Kevin Horek: Right. You're giving, but then, so that's basically what happens when you start streaming something, the quality might be like an eight, like you mentioned. After a few minutes it kicks into that 9.5, it just sends you a different file. Or how does that work?

Alan Bovik: Well, the client, but what I mean by the client is your actual device, your television, or your iPad or iPhone, whatever you're watching on will know that it has a selection of files to pick from. Okay. Okay. Based on those bandwidth conditions and also based on, well, how much bandwidth will this file take to transfer and what is the perceptual quality? It will take those into account and then ask for the optimal file. Okay.
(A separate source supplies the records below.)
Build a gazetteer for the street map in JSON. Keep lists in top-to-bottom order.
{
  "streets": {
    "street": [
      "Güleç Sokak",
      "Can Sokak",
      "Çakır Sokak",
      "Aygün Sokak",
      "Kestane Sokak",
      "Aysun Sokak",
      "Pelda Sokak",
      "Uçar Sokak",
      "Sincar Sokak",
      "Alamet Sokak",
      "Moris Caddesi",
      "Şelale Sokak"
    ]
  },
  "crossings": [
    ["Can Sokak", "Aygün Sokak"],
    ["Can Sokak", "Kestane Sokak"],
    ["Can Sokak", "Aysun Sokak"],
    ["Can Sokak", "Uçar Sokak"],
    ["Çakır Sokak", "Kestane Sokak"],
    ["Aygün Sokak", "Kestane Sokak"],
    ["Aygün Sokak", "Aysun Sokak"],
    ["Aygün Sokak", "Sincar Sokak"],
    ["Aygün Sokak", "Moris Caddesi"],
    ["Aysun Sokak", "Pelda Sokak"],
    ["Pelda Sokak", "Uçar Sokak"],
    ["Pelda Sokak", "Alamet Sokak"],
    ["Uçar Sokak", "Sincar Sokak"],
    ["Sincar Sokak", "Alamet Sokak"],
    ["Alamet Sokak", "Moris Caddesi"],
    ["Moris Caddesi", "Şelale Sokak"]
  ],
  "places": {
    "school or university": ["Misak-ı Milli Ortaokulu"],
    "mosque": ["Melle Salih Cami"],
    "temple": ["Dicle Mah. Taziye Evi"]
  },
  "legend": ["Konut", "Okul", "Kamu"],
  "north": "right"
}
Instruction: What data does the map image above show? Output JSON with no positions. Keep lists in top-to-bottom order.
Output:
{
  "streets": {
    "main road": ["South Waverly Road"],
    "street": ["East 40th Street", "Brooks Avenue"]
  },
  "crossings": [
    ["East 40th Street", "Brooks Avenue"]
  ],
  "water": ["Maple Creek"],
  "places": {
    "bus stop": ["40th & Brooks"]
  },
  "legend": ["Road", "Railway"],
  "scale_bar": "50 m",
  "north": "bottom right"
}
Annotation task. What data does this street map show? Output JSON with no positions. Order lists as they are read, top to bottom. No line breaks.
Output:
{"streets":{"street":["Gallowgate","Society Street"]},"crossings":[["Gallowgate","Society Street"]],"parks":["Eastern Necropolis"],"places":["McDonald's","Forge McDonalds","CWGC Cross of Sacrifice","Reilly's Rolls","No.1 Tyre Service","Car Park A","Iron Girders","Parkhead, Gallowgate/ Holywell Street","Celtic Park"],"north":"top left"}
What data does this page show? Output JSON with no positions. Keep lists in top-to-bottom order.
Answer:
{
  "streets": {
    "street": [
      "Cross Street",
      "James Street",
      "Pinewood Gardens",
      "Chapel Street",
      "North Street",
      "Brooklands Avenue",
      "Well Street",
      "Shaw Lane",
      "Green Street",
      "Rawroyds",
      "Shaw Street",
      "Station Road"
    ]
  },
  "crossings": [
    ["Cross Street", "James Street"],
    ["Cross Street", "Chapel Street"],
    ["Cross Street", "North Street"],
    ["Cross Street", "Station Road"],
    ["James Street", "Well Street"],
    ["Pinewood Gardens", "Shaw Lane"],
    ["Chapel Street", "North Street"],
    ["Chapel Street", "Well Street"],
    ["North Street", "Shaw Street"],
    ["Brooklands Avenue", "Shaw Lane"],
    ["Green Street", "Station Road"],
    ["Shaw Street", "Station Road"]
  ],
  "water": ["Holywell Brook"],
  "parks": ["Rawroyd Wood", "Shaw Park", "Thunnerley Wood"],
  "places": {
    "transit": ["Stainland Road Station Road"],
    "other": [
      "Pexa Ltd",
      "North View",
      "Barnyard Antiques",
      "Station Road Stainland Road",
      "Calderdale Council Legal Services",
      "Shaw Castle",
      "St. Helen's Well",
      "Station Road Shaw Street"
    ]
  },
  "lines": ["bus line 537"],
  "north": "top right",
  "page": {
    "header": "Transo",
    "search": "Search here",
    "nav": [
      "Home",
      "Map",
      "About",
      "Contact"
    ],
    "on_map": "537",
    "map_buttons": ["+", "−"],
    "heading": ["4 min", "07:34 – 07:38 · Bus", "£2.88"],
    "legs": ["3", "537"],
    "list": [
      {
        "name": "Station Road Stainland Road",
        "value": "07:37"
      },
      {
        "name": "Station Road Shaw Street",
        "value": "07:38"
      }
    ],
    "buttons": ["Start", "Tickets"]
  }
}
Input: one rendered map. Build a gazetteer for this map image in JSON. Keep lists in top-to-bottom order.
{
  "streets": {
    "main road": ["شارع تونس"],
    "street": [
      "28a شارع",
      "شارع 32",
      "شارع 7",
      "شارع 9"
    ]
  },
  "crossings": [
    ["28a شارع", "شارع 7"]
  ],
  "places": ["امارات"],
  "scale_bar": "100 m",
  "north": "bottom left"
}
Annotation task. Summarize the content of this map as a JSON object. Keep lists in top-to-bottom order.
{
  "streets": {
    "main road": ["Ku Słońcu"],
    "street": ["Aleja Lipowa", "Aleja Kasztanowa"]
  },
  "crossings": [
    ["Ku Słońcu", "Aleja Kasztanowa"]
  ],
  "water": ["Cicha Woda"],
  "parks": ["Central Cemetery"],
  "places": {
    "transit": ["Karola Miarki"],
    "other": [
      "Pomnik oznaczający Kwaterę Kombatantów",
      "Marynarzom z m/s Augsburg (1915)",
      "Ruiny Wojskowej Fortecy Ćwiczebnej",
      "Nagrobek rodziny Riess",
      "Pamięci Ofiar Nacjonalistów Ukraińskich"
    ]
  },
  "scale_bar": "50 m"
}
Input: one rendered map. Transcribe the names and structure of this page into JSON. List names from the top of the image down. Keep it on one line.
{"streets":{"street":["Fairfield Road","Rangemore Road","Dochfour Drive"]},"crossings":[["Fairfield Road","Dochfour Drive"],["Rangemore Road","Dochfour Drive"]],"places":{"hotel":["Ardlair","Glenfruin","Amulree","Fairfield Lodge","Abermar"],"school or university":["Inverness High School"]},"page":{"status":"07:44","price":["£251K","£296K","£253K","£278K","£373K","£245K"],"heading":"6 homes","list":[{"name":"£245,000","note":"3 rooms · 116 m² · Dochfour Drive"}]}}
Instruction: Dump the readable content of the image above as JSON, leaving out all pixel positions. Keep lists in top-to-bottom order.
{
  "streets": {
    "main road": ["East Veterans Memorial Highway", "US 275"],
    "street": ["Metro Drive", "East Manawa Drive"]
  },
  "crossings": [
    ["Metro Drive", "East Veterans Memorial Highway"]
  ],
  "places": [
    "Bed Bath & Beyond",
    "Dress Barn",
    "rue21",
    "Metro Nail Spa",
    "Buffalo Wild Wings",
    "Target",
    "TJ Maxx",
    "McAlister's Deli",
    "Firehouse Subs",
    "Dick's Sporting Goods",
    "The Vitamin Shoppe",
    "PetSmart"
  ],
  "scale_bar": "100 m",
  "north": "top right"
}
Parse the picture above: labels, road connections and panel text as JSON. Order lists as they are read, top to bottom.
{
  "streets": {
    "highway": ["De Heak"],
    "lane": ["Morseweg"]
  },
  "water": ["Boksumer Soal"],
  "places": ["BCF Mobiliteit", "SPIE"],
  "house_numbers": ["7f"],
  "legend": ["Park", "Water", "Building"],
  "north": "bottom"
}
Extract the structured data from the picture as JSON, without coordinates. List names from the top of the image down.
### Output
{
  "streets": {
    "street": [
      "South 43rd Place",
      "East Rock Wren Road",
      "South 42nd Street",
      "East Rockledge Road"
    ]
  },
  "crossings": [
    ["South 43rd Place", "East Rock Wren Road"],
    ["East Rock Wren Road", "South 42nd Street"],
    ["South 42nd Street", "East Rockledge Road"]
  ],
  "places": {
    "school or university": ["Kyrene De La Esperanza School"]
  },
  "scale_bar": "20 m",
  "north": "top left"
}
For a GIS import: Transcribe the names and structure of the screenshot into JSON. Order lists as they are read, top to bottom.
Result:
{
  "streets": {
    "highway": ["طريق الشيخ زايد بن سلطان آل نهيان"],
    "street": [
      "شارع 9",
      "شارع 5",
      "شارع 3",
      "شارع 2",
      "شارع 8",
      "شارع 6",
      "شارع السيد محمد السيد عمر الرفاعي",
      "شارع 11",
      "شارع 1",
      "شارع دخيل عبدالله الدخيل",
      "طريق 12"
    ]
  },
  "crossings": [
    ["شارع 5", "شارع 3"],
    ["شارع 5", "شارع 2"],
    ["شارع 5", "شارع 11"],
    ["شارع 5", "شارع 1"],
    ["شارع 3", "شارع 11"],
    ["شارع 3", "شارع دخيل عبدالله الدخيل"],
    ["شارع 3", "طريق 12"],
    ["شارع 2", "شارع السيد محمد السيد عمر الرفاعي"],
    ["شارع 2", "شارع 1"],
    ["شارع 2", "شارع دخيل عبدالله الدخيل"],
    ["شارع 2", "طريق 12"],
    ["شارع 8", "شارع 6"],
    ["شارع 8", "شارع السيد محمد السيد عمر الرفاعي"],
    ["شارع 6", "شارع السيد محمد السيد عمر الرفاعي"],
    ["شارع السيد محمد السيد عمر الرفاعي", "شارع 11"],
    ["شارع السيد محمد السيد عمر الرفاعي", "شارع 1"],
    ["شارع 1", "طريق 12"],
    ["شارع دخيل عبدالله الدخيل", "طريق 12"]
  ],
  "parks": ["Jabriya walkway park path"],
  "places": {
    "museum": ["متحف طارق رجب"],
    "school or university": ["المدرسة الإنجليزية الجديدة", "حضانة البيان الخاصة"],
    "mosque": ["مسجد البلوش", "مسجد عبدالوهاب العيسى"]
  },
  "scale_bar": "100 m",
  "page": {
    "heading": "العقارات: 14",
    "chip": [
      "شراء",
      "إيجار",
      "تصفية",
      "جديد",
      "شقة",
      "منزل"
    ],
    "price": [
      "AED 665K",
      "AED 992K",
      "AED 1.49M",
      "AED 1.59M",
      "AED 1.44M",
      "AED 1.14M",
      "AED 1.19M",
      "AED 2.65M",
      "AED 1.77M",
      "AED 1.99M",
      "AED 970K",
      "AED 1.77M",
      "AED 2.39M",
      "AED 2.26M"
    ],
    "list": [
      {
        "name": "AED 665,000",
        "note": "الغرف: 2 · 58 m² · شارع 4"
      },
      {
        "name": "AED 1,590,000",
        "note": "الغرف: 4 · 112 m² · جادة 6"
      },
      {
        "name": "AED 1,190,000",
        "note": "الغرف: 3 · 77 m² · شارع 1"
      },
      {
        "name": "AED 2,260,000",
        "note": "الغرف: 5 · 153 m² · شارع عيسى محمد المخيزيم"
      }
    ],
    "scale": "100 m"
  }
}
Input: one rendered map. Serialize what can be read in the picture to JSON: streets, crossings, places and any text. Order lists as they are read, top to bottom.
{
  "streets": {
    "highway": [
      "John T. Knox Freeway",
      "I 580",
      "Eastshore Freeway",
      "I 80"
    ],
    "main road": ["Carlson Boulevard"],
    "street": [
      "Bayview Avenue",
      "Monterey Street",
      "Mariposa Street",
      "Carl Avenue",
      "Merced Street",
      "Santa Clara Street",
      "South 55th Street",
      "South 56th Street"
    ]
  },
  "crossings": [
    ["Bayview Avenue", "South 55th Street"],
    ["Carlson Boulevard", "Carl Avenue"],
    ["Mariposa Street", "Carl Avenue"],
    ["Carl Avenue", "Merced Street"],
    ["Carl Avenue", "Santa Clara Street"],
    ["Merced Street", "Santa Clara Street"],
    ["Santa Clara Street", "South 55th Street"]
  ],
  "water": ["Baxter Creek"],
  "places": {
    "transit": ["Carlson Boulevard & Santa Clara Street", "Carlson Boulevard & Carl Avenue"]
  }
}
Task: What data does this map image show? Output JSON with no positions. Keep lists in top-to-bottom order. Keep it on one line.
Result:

The optimal file amongst those. Your television asked for the best one and typically it will say, well, I want something that has a quality at these at least this level, if possible, as measured by one of our algorithms. It'll find the one that has amongst those maybe that has, a low bandwidth. It was a smaller file to transfer.

Kevin Horek: Got it. Interesting. That then part of that loading period, it's deciding which one to send me or what's happening there or it's just connecting or,

Alan Bovik: Well, I think that, there is a loading because, you have to transfer the files and that takes some time. What most people don't know is that, while you're watching your television, there are files loading and there's something in your television and in any device you're watching on called a buffer. Okay. That buffer is basically, holds a few seconds of the video in it. All right. That way, I mean, for what Netflix, the bandwidth gets so bad that for a split second, Netflix is transmitting nothing to you. Okay. It's stream case, but it does happen, in downtown Manhattan or something for maybe for a couple of seconds. Well, the TV will still keep playing. Cause it's got a, it's already buffered, meaning stored two seconds of the video. We'll, if the bandwidth conditions improve, then what fill up the buffer again, ? And, and it's just, you never know that the available track, the bandwidth, what to zero, when that happens.

Alan Bovik: However, sometimes, it cuts off for too long. The bandwidth gets too low, or it goes to zero for too long. If the buffer empties out, that's called, a rebuffering event and you get a little spinny in the middle of your screen, that's when you get the Spinney and everybody goes, and it goes back to sleep if they're watching at night, so that's the compression scenario of what we do. That's what some of our algorithms do. Those algorithms, as I mentioned, are based on models of, how we see, but more specifically, well, let me just back up people have known about distortions for a long time. You know, they've known about blur. They've known about, you know, noise. They've learned about, jitter or shake. If your hand is unsteady, all that kind of stuff. Every type of distortion really has an infinite number of variations. You can blur a picture infinite number of ways.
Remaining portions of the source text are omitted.